Madrid (dpa) - Spanien hat wieder einen Mittelstürmer und Fußball-Nationaltrainer Vicente del Bosque eine Sorge weniger. Der eigentlich schon abgeschriebene Roberto Soldado schoss den Welt- und Europameister mit einem Hattrick zum berauschenden 5:0 (2:0)-Sieg über Venezuela.

Der Stürmer des FC Valencia war eigentlich nur als Notnagel in die Nationalelf berufen worden: David Villa fällt wegen seines Beinbruchs vorerst aus, und Fernando Torres war wegen seiner anhaltenden Formschwäche erstmals seit sechs Jahren gar nicht erst in den Kader berufen worden.
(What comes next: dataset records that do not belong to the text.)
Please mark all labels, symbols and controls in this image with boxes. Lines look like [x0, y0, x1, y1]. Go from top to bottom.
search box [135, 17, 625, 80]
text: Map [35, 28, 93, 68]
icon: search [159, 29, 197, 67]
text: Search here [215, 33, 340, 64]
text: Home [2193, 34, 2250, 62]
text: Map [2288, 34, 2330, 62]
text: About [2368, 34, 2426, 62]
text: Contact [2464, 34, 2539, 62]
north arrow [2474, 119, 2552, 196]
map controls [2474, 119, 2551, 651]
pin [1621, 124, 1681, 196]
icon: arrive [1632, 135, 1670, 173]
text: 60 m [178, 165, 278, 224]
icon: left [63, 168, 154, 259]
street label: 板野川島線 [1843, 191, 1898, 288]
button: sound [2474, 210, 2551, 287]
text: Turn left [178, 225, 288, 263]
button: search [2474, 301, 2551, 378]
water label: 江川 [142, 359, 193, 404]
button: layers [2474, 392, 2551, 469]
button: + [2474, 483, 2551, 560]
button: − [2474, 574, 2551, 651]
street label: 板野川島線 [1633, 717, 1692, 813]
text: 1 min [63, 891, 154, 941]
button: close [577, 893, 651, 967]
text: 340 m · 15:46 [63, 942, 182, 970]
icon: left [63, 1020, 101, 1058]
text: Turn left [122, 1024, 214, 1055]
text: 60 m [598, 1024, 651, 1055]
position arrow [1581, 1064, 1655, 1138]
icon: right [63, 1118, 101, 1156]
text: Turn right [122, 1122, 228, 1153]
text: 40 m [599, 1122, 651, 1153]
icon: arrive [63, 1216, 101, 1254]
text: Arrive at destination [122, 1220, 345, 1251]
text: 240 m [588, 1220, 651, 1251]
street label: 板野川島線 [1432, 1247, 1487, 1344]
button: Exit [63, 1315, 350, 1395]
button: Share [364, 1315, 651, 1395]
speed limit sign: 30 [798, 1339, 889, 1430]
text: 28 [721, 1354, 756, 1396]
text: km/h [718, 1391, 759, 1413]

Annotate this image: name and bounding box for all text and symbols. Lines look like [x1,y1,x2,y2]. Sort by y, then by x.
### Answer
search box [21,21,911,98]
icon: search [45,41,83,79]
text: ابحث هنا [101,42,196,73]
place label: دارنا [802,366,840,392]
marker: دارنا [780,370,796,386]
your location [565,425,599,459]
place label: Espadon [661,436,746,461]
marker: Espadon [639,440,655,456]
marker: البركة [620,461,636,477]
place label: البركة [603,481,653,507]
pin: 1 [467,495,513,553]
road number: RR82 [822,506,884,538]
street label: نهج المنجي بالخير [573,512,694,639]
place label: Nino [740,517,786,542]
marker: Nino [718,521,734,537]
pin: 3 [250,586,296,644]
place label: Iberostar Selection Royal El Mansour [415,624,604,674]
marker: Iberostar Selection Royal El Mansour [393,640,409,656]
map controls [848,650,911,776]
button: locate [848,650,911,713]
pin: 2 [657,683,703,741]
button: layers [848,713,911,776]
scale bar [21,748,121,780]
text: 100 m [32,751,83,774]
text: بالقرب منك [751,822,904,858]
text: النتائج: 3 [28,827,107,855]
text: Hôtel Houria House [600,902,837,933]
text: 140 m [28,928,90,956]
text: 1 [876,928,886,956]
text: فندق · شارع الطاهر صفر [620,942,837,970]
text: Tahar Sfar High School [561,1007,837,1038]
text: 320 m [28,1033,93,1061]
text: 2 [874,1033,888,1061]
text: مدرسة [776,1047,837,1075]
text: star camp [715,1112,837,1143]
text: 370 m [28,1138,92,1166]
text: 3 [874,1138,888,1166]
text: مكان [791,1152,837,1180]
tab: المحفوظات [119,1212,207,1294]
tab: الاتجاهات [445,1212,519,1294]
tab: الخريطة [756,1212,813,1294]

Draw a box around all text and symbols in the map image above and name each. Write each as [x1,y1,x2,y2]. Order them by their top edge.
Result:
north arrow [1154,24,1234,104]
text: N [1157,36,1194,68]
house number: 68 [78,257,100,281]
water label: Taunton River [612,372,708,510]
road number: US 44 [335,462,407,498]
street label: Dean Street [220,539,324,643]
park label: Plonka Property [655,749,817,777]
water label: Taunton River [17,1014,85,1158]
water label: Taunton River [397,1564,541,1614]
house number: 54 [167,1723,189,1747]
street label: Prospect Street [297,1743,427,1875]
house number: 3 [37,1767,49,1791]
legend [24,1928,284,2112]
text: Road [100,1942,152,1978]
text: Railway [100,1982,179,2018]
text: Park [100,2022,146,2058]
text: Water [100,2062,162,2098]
Der schießfreudige Soldado, dessen Name auf Deutsch «Soldat» bedeutet, setzte gut drei Monate vor der EM mit seinem Dreierpack der Stürmer-Misere beim Titelverteidiger ein plötzliches Ende. Nach der Partie am Mittwochabend in Málaga überreichte die Selección dem Dreifach-Schützen den Spielball mit den Unterschriften aller Teamkameraden. Regisseur Xabi Alonso fügte noch eine besondere Widmung hinzu: «Hier hast Du das Ticket zur EM.»

Die Position des Mittelstürmers war bislang die größte Sorge von Del Bosque gewesen: Bei Villa (FC Barcelona) ist nicht sicher, ob er nach seinem Schienbeinbruch rechtzeitig zur EM fit sein wird, Torres (FC Chelsea) hatte schon bei der WM 2010 enttäuscht und ist in seiner Club-Elf zuweilen nur zweite Wahl. Fernando Llorente (Athletic Bilbao) und Alvaro Negredo (FC Sevilla) gelten als gute Einwechselspieler, sind für die Stammelf aber eher nicht vorgesehen. Del Bosque erwog gar, Spanien ohne echte Spitze spielen zu lassen.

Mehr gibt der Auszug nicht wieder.